Back in The Big Bang, River Song warned Amy and Rory that “the Doctor lies”. Here he explains to Clara the importance of lying to maintain morale and encourage people to run faster. But it’s been a developing theme this season that Clara is lying more and more to those close to her – and maybe even to herself.
She has lied to the Doctor on a number of occasions, denying she recognised Orson Pink in Listen, hiding her relationship with Danny and then last week pretending that Danny was okay about her continuing to travel aboard the TARDIS. She concealed her adventures with the Doctor from Danny, most notably in The Caretaker, and lies to him again here. And she also lies to Rigsy and the work crew to keep their spirits up.

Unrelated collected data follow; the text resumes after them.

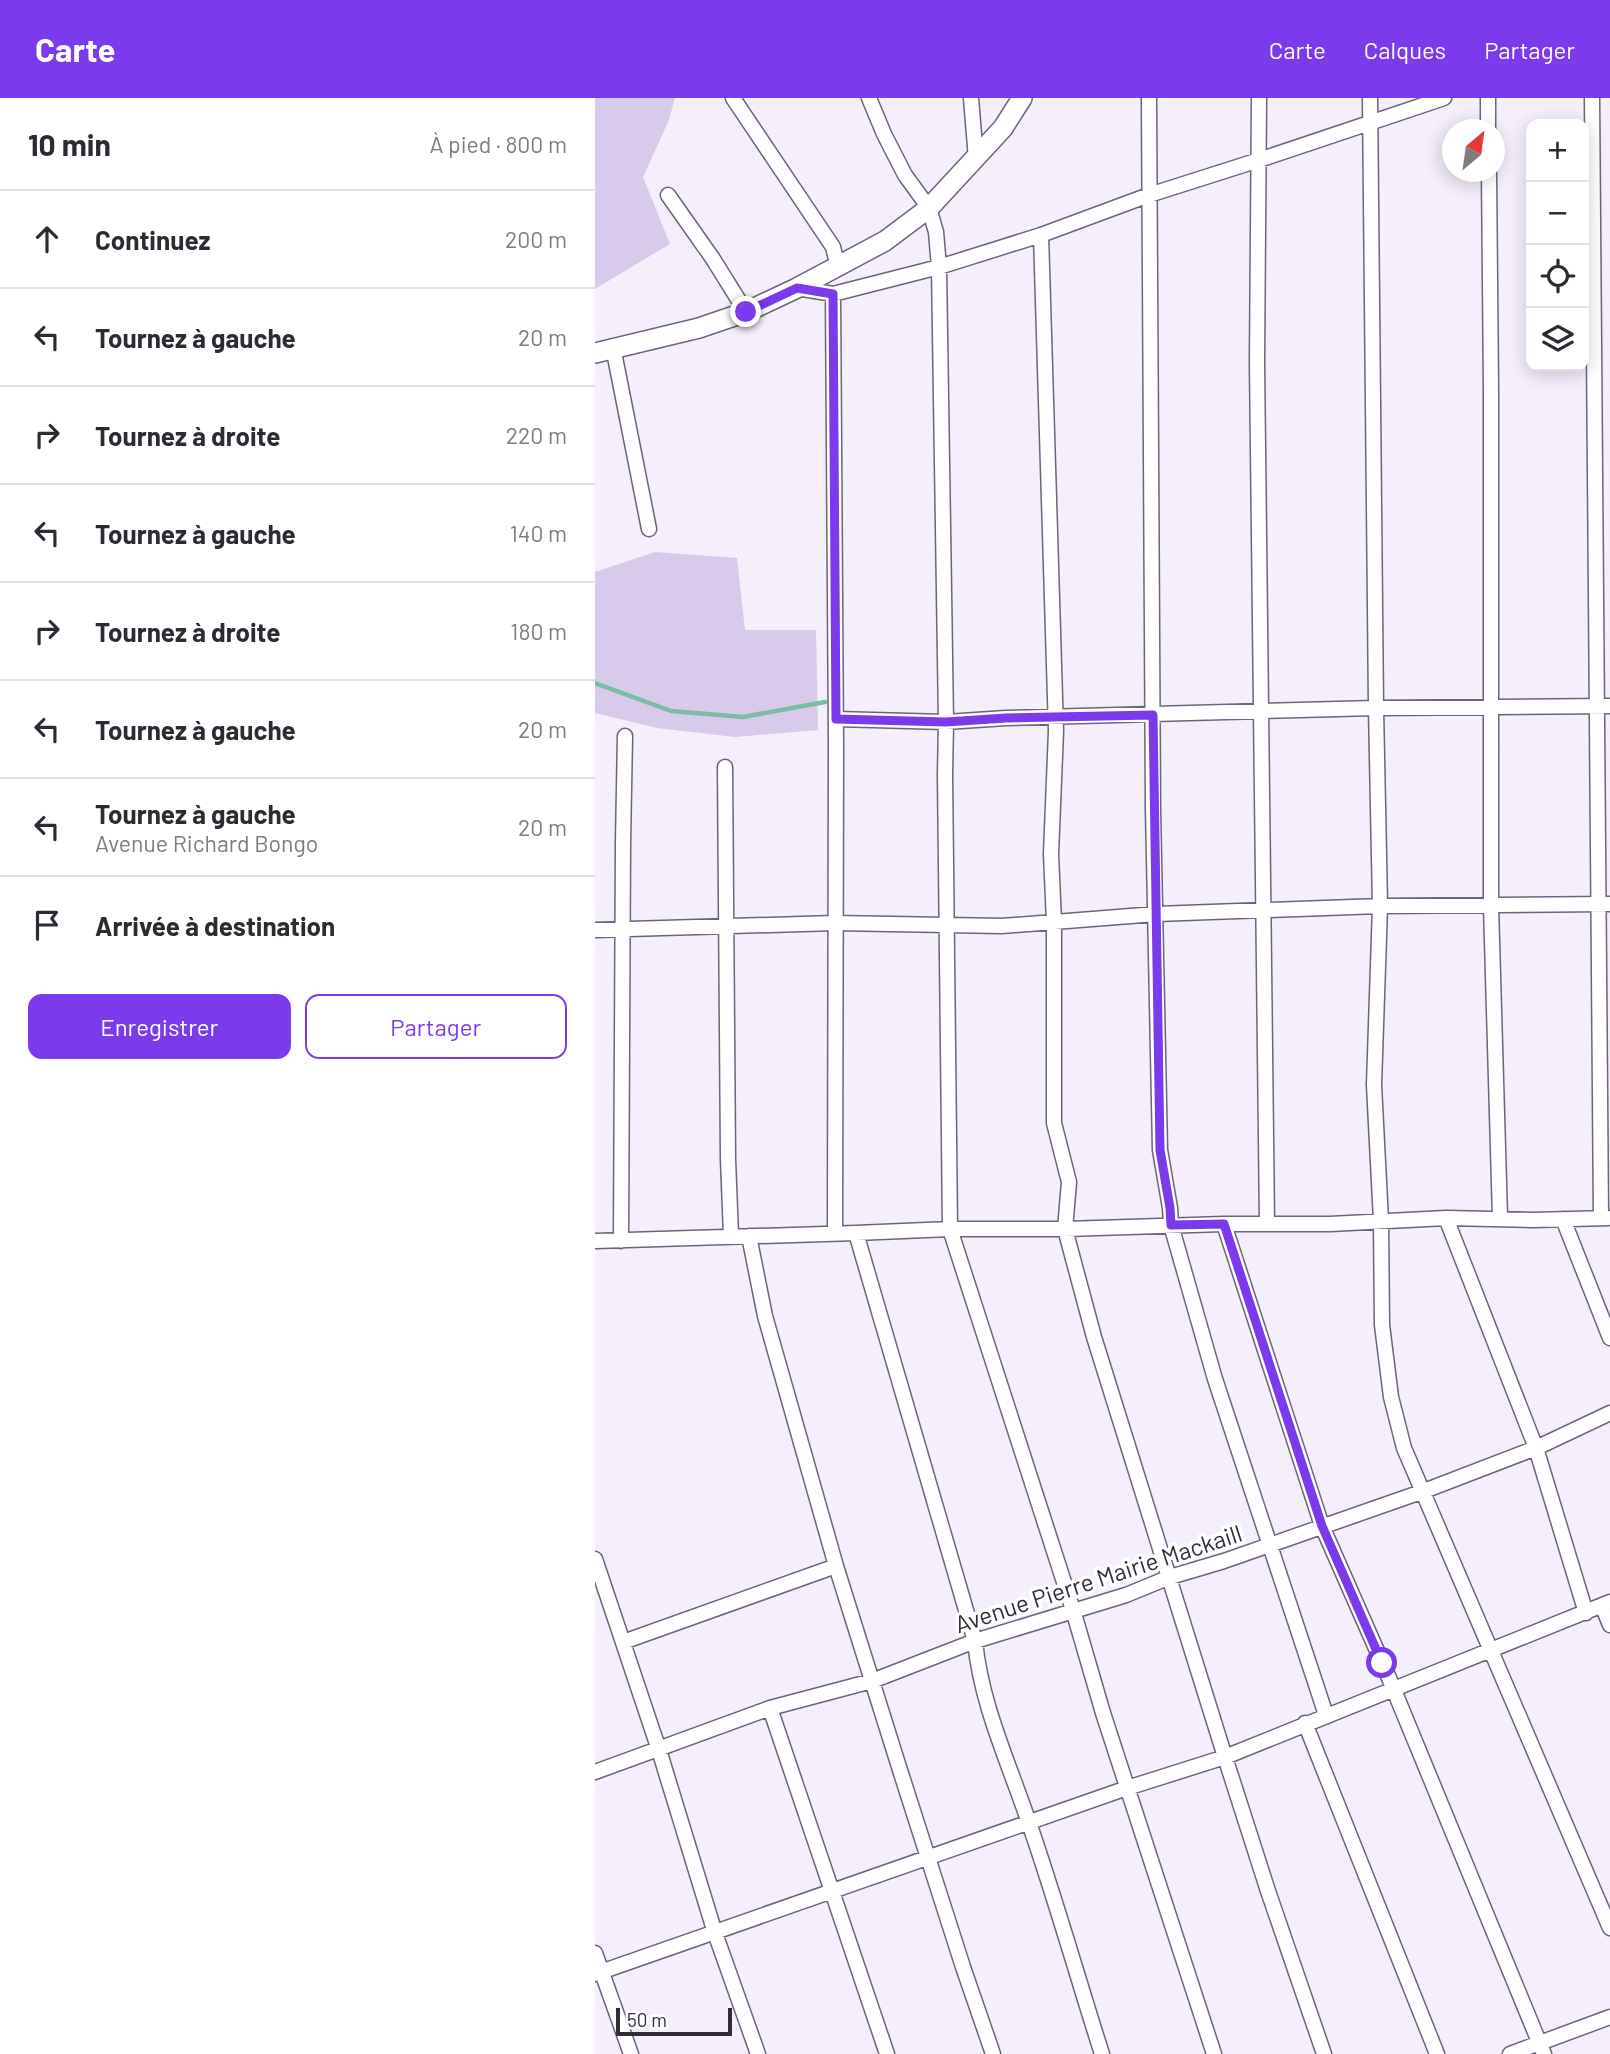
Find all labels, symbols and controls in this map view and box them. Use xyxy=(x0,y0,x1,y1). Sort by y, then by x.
text: Carte xyxy=(35,29,116,69)
text: Carte xyxy=(1269,35,1326,64)
text: Calques xyxy=(1364,35,1446,64)
text: Partager xyxy=(1484,35,1575,64)
north arrow xyxy=(1442,119,1505,182)
map controls xyxy=(1526,119,1589,371)
button: + xyxy=(1526,119,1589,182)
text: 10 min xyxy=(28,126,111,162)
text: À pied · 800 m xyxy=(429,130,567,158)
button: − xyxy=(1526,182,1589,245)
icon: ahead xyxy=(28,220,66,258)
text: Continuez xyxy=(95,224,211,255)
text: 200 m xyxy=(505,225,567,253)
button: locate xyxy=(1526,245,1589,308)
route end xyxy=(730,296,761,327)
button: layers xyxy=(1526,308,1589,371)
icon: left xyxy=(28,318,66,356)
text: Tournez à gauche xyxy=(95,322,296,353)
text: 20 m xyxy=(518,323,567,351)
icon: right xyxy=(28,416,66,454)
text: Tournez à droite xyxy=(95,420,280,451)
text: 220 m xyxy=(506,421,567,449)
icon: left xyxy=(28,514,66,552)
text: Tournez à gauche xyxy=(95,518,296,549)
text: 140 m xyxy=(510,519,567,547)
icon: right xyxy=(28,612,66,650)
text: Tournez à droite xyxy=(95,616,280,647)
text: 180 m xyxy=(510,617,567,645)
icon: left xyxy=(28,710,66,748)
text: Tournez à gauche xyxy=(95,714,296,745)
text: 20 m xyxy=(518,715,567,743)
text: Tournez à gauche xyxy=(95,798,296,829)
icon: left xyxy=(28,808,66,846)
text: 20 m xyxy=(518,813,567,841)
text: Avenue Richard Bongo xyxy=(95,829,318,857)
icon: arrive xyxy=(28,906,66,944)
text: Arrivée à destination xyxy=(95,910,335,941)
button: Enregistrer xyxy=(28,994,291,1059)
button: Partager xyxy=(305,994,567,1059)
street label: Avenue Pierre Mairie Mackaill xyxy=(951,1518,1245,1638)
route start xyxy=(1366,1647,1397,1678)
scale bar xyxy=(616,2005,731,2037)
text: 50 m xyxy=(627,2008,667,2031)

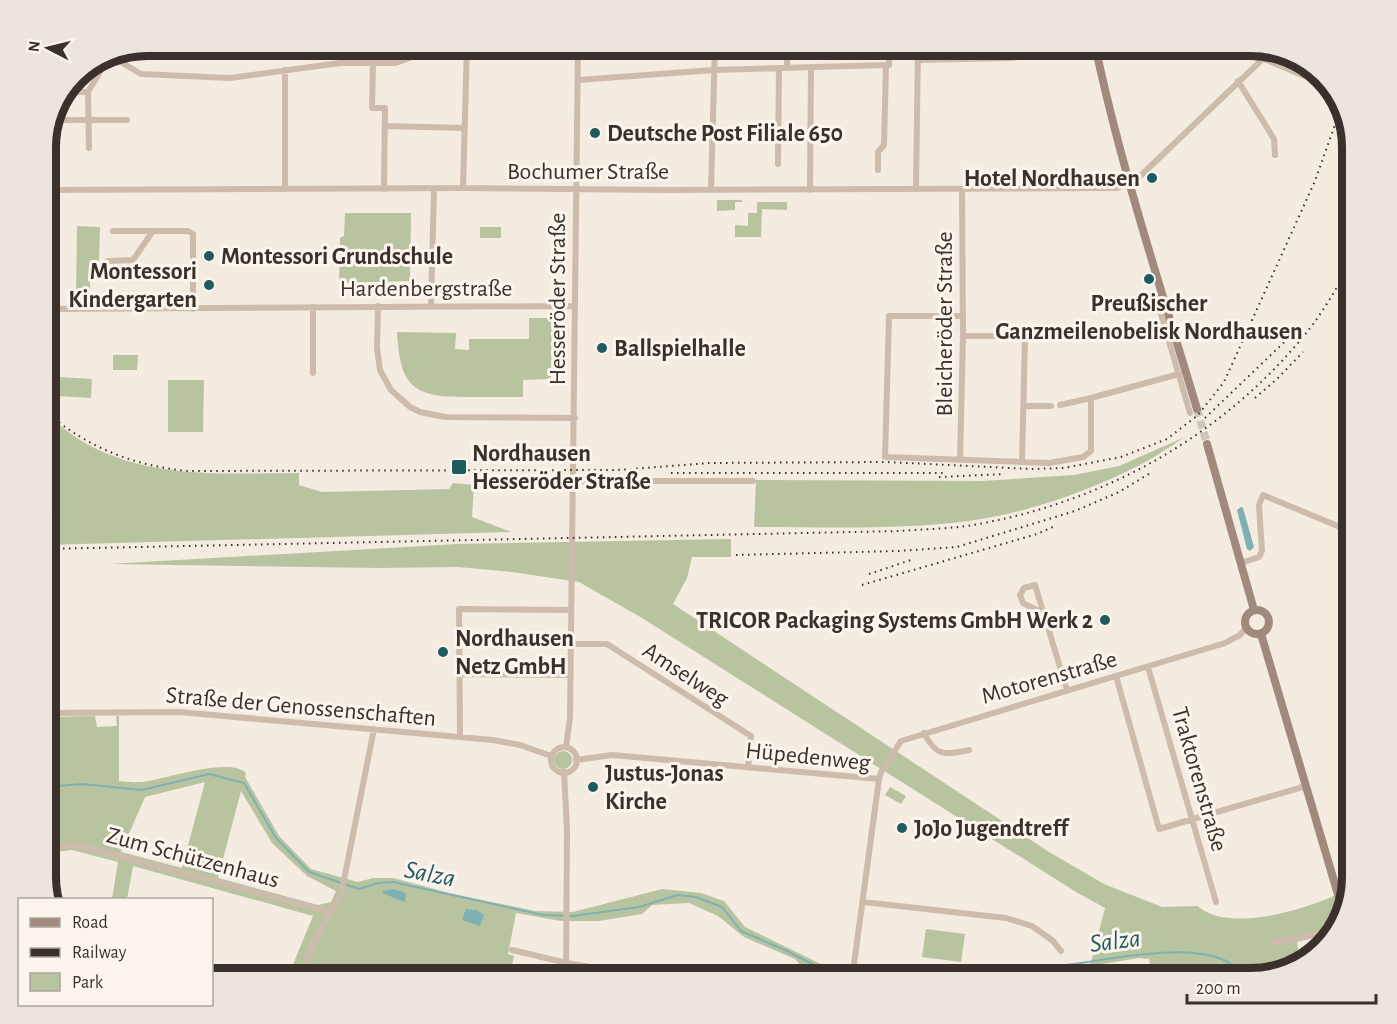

This may ultimately come to nothing. But, as the Doctor himself might say, it’s definitely a thing.
Is the Doctor on to Missy?
You were an exceptional Doctor, Clara. Goodness had nothing to do with it.
This was an odd line of dialogue, no? What exactly does the Doctor mean by it? Is he already vaguely suspicious of Missy’s still undefined threat?
He has already reminded Clara about the woman in the shop who first gave her the TARDIS’s phone number in The Bells of Saint John. Missy’s brief appearance at the end reveals that she believes she has chosen well in Clara. But for what purpose, and why Clara? She appears to be playing a very long game indeed.
Another Mathieson masterpiece
If Mummy on the Orient Express was an impressive debut by writer Jamie Mathieson, then Flatline maintains his high standards.
The idea of the two-dimensional Boneless, against whom walls and doors offer no protection, is chilling enough. But the image of the graffiti people in the subway tunnel coming to life, turning round and emerging in three dimensions from the wall is superbly realised – my favourite moment in an episode full of tension yet still replete with humour, not least a series of sight gags involving the Doctor and his tiny TARDIS.
In both episodes, Mathieson has proven adept at mixing horror with humour, and his little character moments between the Doctor and Clara have been some of my favourite segments of dialogue this year, cementing the strength of this particular Doctor/companion relationship. Hopefully we’ll see more from him next season.
Fun stuff, references & quotables
- “‘These readings are very ish-y.”
- “Could you not just let me enjoy this moment of not knowing something? I mean, it happens so rarely.”
- “You really throw your companions in at the deep end, don’t you?”
- The Doctor mentions one race made of sentient gas and another with 64 stomachs, who communicate by throwing fireballs and disembowelling respectively. Nice.
- The Doctor calls his deflattening device the ‘2Dis’ (Twodis). Heh.
- Clara suggests that the Doctor moves the TARDIS off the railway line like in The Addams Family. In the 1960s TV series, Thing was a disembodied hand which moved by scuttling along using its fingers exactly as the Doctor does here.
- “I tried to talk to you. I want you to remember that. I tried to reach out, to understand you.”
- “You are monsters. That is the role you seem determined to play. So it seems I must play mine: the man that stops the monsters.”